WORK ITEM:
All of the data should be output character for character, except the pictures.

EXERCISE DATA:
____________________

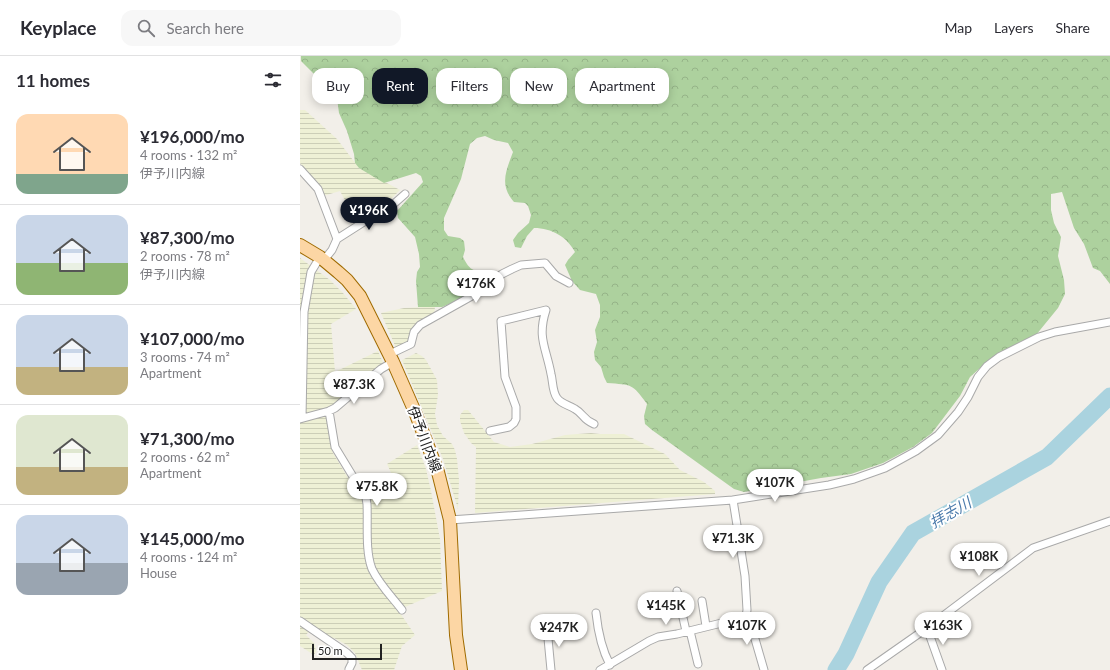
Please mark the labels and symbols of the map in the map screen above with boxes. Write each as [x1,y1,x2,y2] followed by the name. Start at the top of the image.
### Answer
[341,197,397,231] pin: ¥196K
[448,270,504,304] pin: ¥176K
[321,371,387,405] pin: ¥87.3K
[405,403,445,475] street label: 伊予川内線
[747,469,803,503] pin: ¥107K
[344,473,410,507] pin: ¥75.8K
[926,492,976,531] water label: 拝志川
[700,525,766,559] pin: ¥71.3K
[951,543,1007,577] pin: ¥108K
[638,592,694,626] pin: ¥145K
[719,612,775,646] pin: ¥107K
[915,612,971,646] pin: ¥163K
[531,614,587,648] pin: ¥247K
[312,642,382,661] scale bar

____________________

RESPONSE BELOW:
Please mark the labels and symbols of the map in the map screen above with boxes. Write each as [x1,y1,x2,y2] followed by the name. Start at the top of the image.
### Answer
[341,197,397,231] pin: ¥196K
[448,270,504,304] pin: ¥176K
[321,371,387,405] pin: ¥87.3K
[405,403,445,475] street label: 伊予川内線
[747,469,803,503] pin: ¥107K
[344,473,410,507] pin: ¥75.8K
[926,492,976,531] water label: 拝志川
[700,525,766,559] pin: ¥71.3K
[951,543,1007,577] pin: ¥108K
[638,592,694,626] pin: ¥145K
[719,612,775,646] pin: ¥107K
[915,612,971,646] pin: ¥163K
[531,614,587,648] pin: ¥247K
[312,642,382,661] scale bar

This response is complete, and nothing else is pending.